Overview

Volcano is a batch processing platform that runs on Kubernetes for machine learning, deep learning, bioinformatics, genomics, and other big data applications. It provides general-purpose, high-performance computing capabilities, such as job scheduling, heterogeneous chip management, and job running management.

Volcano Scheduler

Volcano Scheduler is a pod scheduling component, which consists of a series of actions and plugins. Actions should be executed in every step. Plugins provide the action algorithm details in different scenarios. Volcano Scheduler features high scalability. You can specify actions and plugins as needed.
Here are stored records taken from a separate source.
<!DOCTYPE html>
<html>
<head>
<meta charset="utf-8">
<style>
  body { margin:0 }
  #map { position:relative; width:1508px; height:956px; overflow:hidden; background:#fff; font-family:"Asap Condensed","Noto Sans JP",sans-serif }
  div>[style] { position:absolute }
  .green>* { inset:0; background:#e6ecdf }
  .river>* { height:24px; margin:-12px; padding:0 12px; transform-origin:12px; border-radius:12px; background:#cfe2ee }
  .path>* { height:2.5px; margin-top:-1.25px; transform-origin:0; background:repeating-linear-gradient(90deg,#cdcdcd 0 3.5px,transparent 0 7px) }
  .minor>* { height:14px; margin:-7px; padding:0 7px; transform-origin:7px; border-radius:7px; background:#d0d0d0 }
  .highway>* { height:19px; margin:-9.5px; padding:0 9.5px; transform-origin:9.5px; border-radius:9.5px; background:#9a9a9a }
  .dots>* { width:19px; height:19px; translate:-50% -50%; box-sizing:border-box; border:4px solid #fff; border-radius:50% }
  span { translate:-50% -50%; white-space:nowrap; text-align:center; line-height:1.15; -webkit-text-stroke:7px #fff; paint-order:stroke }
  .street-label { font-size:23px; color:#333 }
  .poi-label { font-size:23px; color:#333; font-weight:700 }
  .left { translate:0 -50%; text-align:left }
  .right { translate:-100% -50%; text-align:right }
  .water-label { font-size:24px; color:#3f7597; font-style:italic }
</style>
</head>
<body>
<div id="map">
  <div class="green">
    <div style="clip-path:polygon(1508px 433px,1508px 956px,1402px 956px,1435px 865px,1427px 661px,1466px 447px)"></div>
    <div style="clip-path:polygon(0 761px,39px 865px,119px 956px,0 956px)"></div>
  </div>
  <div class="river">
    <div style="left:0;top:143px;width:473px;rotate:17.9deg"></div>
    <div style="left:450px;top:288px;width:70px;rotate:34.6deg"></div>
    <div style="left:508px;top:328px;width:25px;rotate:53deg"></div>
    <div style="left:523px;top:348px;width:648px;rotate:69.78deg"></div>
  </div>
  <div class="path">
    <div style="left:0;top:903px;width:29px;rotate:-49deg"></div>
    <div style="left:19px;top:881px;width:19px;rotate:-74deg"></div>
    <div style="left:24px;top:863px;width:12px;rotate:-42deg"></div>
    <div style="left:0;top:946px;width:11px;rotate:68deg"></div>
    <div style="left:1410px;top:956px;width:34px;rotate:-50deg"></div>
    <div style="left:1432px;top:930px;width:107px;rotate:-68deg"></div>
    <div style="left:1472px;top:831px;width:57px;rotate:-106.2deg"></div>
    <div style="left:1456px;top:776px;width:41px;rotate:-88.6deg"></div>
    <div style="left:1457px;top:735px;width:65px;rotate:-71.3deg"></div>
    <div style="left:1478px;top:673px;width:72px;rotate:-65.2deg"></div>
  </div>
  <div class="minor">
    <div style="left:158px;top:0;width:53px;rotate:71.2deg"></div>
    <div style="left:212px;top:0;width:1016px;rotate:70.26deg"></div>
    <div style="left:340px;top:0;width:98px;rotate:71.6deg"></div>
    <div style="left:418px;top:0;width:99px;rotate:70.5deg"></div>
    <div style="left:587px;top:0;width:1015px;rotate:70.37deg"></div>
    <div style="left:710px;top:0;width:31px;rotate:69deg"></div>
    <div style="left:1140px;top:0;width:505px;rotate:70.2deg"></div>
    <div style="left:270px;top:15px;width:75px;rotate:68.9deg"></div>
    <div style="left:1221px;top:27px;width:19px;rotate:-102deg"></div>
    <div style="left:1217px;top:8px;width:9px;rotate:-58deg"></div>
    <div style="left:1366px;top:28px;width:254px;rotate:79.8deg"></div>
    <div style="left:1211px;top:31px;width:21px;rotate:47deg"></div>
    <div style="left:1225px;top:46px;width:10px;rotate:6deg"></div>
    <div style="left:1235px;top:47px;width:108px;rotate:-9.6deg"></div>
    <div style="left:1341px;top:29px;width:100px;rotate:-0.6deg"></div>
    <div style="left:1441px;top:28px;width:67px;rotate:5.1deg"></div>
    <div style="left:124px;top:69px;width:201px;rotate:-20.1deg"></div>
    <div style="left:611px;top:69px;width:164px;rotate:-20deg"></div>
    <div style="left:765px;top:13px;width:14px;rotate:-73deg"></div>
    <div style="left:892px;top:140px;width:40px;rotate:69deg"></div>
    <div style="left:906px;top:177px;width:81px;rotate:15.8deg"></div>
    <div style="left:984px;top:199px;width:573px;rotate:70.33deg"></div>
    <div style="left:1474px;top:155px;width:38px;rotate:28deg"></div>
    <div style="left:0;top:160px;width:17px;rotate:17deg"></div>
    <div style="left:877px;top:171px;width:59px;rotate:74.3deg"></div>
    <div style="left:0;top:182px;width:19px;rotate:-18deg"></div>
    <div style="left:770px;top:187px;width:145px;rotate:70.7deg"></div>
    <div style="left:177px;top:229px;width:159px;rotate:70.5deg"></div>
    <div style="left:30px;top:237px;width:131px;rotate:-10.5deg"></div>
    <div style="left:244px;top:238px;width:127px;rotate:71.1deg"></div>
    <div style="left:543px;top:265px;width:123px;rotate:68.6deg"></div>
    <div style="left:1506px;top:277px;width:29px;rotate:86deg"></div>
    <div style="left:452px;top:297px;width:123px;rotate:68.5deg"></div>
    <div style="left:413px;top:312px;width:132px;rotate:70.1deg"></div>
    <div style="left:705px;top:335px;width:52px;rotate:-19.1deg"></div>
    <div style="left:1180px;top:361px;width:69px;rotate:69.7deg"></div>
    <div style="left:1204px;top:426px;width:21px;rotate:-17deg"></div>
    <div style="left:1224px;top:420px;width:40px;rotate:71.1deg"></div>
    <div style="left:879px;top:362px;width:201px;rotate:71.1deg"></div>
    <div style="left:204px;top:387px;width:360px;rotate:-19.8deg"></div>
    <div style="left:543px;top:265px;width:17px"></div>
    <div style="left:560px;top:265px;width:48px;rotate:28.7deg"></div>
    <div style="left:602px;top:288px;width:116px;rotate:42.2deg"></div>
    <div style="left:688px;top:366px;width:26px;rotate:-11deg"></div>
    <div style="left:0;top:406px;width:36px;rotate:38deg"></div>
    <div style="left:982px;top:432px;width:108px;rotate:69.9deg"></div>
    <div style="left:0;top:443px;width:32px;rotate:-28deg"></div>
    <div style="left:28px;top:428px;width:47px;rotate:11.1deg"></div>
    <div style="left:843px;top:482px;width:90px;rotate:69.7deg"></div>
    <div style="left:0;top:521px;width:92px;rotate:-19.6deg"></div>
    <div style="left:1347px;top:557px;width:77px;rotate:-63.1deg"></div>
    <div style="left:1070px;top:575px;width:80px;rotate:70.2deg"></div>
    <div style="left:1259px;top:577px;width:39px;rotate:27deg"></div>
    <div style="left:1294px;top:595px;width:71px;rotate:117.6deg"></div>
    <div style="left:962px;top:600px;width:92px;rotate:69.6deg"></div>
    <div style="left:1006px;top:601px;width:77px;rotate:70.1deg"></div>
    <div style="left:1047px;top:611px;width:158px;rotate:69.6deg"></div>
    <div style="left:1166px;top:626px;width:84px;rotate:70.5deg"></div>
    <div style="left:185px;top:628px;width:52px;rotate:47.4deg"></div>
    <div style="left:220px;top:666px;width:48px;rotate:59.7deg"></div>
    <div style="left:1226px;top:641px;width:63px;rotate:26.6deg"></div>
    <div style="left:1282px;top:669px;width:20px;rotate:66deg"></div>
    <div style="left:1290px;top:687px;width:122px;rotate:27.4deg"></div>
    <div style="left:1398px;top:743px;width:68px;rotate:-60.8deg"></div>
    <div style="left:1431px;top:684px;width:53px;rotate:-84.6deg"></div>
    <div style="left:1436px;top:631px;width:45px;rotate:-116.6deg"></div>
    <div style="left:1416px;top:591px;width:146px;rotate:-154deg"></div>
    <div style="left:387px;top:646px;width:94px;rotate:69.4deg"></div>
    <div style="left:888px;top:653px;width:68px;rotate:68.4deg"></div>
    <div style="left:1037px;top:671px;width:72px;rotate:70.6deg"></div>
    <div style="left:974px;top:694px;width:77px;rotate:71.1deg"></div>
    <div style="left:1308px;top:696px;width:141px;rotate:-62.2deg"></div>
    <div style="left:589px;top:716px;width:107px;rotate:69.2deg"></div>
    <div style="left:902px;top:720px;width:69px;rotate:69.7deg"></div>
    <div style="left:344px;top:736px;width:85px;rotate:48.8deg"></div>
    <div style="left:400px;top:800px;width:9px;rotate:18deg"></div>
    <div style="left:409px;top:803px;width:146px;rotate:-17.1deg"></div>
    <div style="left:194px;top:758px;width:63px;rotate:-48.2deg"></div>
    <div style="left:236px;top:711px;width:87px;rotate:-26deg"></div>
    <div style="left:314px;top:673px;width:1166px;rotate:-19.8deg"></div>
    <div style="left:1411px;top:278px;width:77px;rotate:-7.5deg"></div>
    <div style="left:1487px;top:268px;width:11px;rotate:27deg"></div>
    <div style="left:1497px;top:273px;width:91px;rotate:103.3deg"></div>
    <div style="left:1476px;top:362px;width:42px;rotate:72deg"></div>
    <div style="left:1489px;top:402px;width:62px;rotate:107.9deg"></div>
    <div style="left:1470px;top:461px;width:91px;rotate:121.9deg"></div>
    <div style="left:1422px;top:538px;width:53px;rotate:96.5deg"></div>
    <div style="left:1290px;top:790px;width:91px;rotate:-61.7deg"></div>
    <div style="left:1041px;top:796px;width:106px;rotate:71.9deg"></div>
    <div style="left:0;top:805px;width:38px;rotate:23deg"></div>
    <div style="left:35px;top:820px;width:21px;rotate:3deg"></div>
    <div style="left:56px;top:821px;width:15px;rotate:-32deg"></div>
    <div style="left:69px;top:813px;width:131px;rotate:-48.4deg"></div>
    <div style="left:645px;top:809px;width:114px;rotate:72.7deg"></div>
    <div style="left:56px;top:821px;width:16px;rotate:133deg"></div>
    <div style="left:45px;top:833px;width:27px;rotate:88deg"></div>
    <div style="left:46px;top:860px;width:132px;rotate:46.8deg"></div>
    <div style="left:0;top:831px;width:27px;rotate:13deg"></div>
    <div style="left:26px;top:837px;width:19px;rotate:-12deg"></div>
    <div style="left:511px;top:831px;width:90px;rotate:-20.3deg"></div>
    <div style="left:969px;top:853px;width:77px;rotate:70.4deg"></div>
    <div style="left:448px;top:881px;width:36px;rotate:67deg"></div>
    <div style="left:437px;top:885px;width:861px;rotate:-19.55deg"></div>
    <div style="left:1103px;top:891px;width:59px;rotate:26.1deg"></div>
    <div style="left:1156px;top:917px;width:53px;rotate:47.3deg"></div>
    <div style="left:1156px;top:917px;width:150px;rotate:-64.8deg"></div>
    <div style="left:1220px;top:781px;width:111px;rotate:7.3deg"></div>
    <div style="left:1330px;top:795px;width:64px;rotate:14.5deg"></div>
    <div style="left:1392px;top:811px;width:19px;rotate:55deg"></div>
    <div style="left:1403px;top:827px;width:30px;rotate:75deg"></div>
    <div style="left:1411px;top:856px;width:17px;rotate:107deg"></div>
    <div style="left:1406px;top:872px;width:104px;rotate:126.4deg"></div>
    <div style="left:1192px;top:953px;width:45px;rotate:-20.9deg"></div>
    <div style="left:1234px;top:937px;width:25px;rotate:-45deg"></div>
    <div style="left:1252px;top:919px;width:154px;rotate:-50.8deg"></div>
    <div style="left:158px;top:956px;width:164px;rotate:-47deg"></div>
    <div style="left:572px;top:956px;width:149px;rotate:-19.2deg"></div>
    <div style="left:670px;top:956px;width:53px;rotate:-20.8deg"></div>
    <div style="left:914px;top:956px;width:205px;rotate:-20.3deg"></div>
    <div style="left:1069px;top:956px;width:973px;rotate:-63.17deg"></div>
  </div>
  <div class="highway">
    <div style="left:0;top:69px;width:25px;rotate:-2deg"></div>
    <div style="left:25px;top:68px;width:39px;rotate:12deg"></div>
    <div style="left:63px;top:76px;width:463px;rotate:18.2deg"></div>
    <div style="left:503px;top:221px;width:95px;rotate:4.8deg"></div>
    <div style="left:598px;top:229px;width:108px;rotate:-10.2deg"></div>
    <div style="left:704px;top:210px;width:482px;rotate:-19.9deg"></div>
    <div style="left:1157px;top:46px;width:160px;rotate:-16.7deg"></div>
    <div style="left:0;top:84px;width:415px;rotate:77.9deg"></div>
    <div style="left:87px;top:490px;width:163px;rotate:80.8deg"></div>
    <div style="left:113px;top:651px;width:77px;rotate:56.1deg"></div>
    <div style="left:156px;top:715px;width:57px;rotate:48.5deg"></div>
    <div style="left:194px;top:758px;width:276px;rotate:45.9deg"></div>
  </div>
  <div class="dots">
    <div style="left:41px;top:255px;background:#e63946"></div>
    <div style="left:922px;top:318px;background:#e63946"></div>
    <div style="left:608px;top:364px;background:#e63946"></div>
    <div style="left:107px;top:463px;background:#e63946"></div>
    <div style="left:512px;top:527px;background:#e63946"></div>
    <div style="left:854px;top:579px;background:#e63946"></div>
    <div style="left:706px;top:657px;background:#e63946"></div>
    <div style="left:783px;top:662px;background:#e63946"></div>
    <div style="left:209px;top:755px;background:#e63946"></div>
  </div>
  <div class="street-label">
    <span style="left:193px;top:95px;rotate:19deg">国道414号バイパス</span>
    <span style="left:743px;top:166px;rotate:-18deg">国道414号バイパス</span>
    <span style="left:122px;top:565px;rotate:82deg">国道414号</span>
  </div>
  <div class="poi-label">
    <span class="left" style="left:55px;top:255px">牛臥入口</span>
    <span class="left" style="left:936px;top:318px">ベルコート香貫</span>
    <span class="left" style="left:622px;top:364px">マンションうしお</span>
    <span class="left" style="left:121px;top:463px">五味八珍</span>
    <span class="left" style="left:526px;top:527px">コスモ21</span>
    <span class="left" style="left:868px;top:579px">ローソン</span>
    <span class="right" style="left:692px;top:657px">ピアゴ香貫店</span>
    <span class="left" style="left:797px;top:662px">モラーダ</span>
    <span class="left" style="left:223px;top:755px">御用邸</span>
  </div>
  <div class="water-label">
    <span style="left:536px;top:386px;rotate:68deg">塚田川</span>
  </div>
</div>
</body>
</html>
Figure 1 Volcano Scheduler workflow
Click to enlarge

The working process of Volcano Scheduler is as follows:

Identify and cache the job submitted by the client.
Start a periodical session. A scheduling cycle begins.
Send jobs that are not scheduled the to-be-scheduled queue of the session.
Traverse all jobs to be scheduled and perform actions such as enqueue, allocate, preempt, reclaim, and backfill in the configured sequence to find the most appropriate node for each job. Bind the job to the node. The specific algorithm logic executed in action depends on the implementation of each function in the registered plugin.
Close the session.

Custom Volcano Resources

A pod group is a custom Volcano resource type. It is a group of pods with strong association and is mainly used in batch scheduling, for example, ps and worker tasks in TensorFlow.
A queue contains a group of PodGroups. It is also the basis for the PodGroups to obtain cluster resources.
Volcano Job (vcjob for short) is a custom job resource type. Different from Kubernetes Jobs, vcjob supports specified scheduler, the minimum number of running pods, tasks, lifecycle management, specified queues, and priority-based scheduling. Volcano Job is more suitable for high-performance computing scenarios such as machine learning, big data, and scientific computing.
Application scaling priority policy: After the Volcano-backed application scaling priority policy is enabled, the BalancerPolicyTemplate and Balancer CRD resources will be added to the cluster. BalancerPolicyTemplate is used to establish the priority policy, while Balancer is employed to specify the scaling priority's scope. A Balancer CR corresponds to a BalancerPolicyTemplate CR. They work together to determine which priority policies are applied to specific workloads. For details, see Application Scaling Priority Policies.